Risk of becoming victim of crime at 27-year low
The risk of becoming a crime victim is now at its lowest for more than 25 years following a sharp fall in the number of offences reported to police.
But a 9 per cent drop in the overall crime rate was marred by a 21 per cent rise in drug offences and a 4 per cent increase in gun crime.
Just days after Jacqui Smith, the Home Secretary, admitted she would not walk alone in London at night, ministers will be keen to point to an 8 per cent fall in violent attacks.
The continuing fall in the crime rate was revealed in the number of offences reported to police and in the British Crime Survey (BCS), which is based on interviews with the public.
Crime levels have been dropping since the mid-1990s, but there are signs that the fall is again gathering pace. The Home Office said the chance of a member of the public suffering any crime in a year was now 23 per cent, the lowest on record since the BCS was launched in 1981.
Police in England and Wales dealt with 1,240,800 offences in July to September last year, a fall of 9 per cent on the 1,359,100 reported to officers in the same period in 2006.
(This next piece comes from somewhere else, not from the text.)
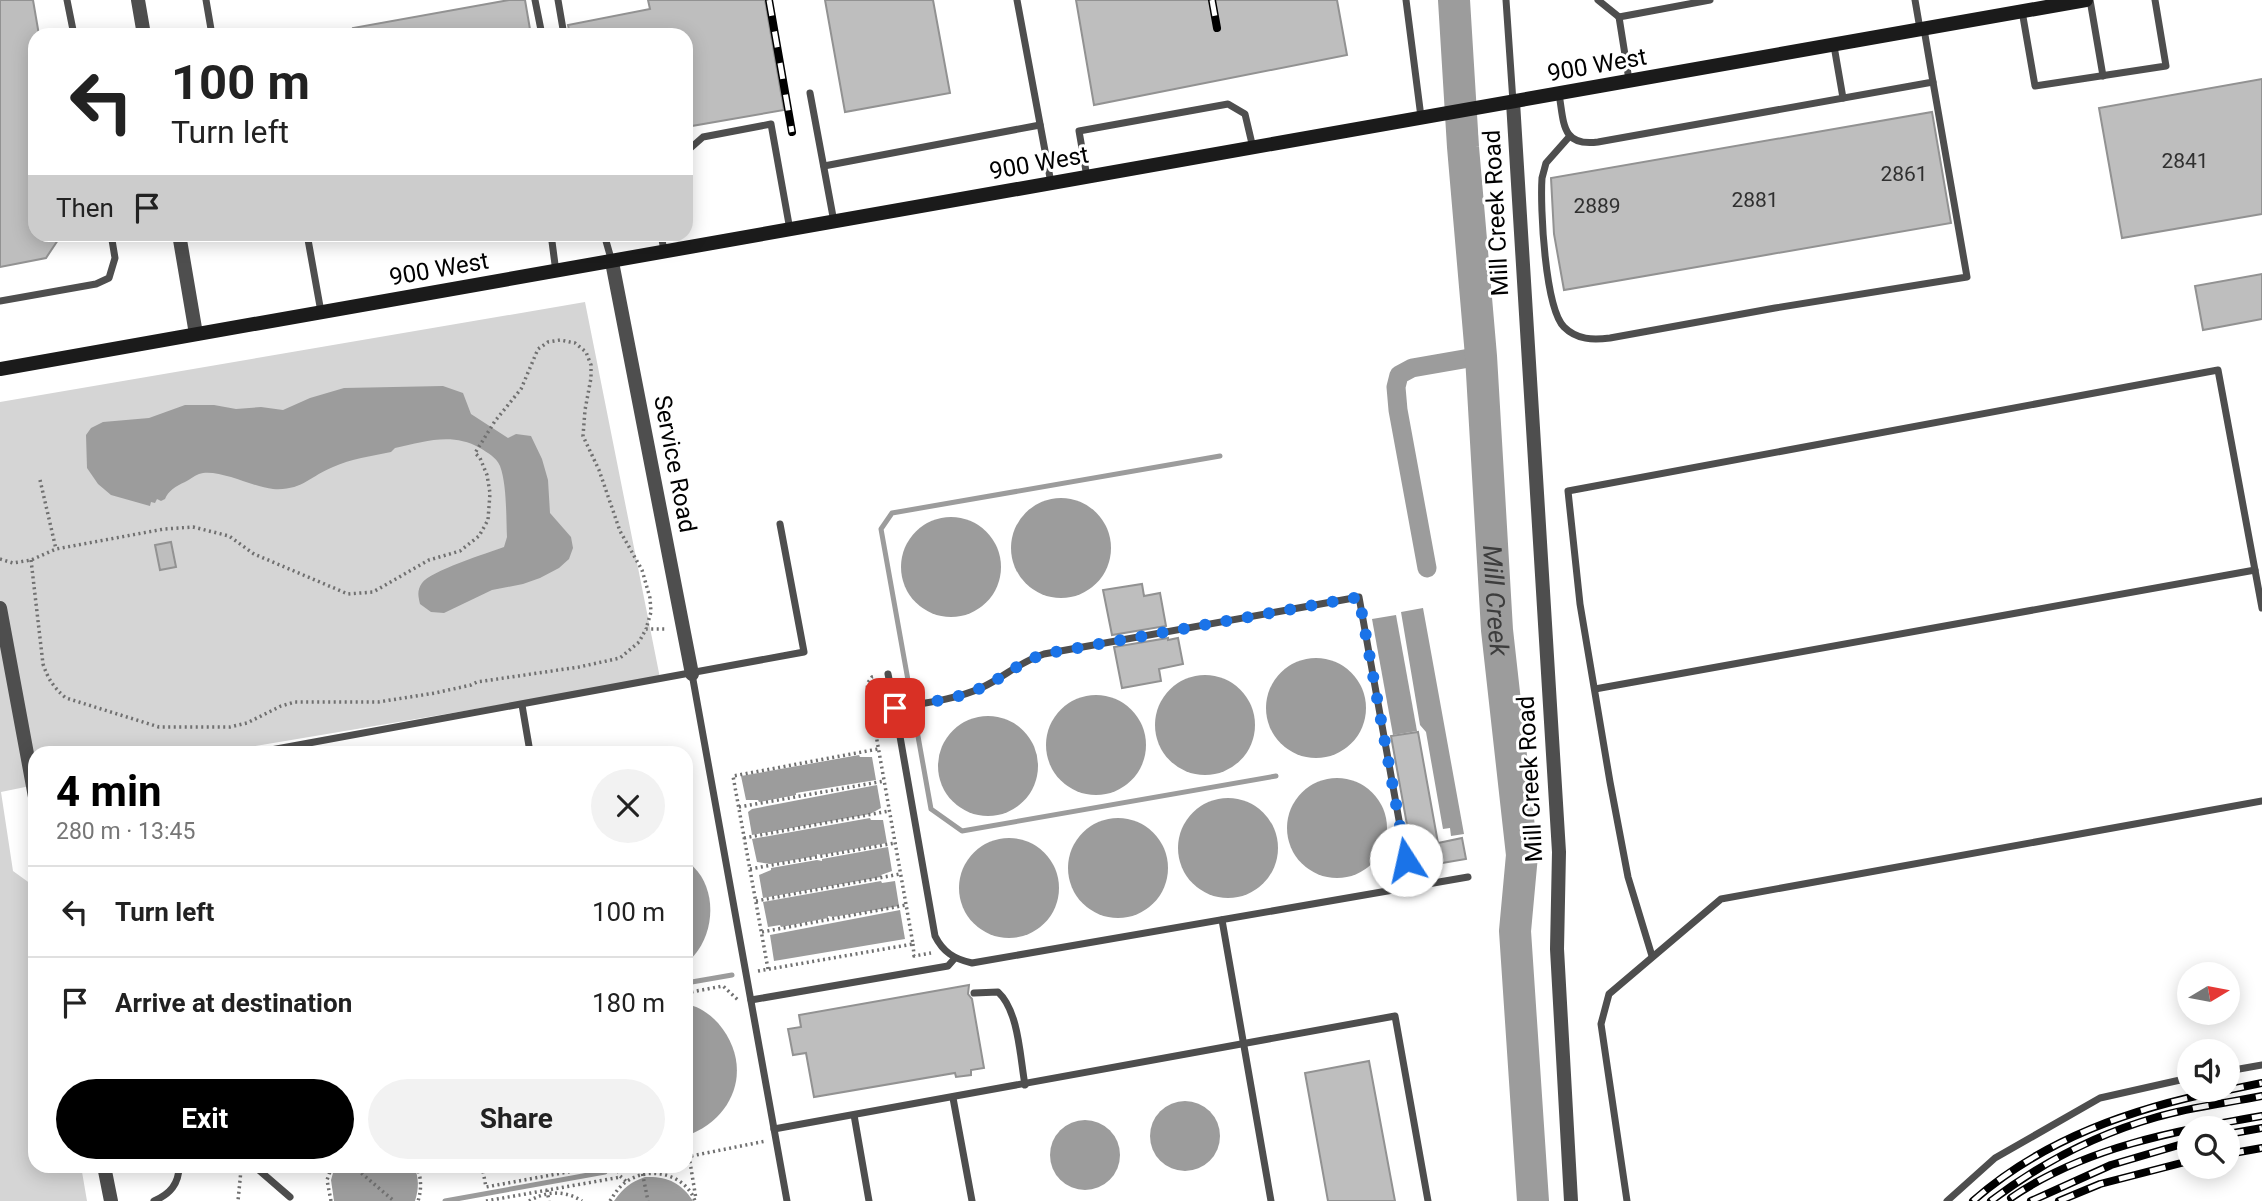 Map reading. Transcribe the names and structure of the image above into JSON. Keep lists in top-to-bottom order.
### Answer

They included 253,100 violent attacks (down 8 per cent), 20,000 robberies (down 17 per cent) and 14,400 sexual offences (down 9 per cent). Police investigated 67,000 burglaries (down 8 per cent), 163,800 cases of car crime (down 12 per cent), 288,200 thefts (down 6 per cent) and 250,100 offences of criminal damage (down 11 per cent).
On the downside, police recorded 55,700 drug offences, a huge increase of 21 per cent. The Home Office said the rise coincided with the reclassification of cannabis from a class B to class C substance, which allowed officers to issue on-the-spot cautions instead of prosecuting offenders.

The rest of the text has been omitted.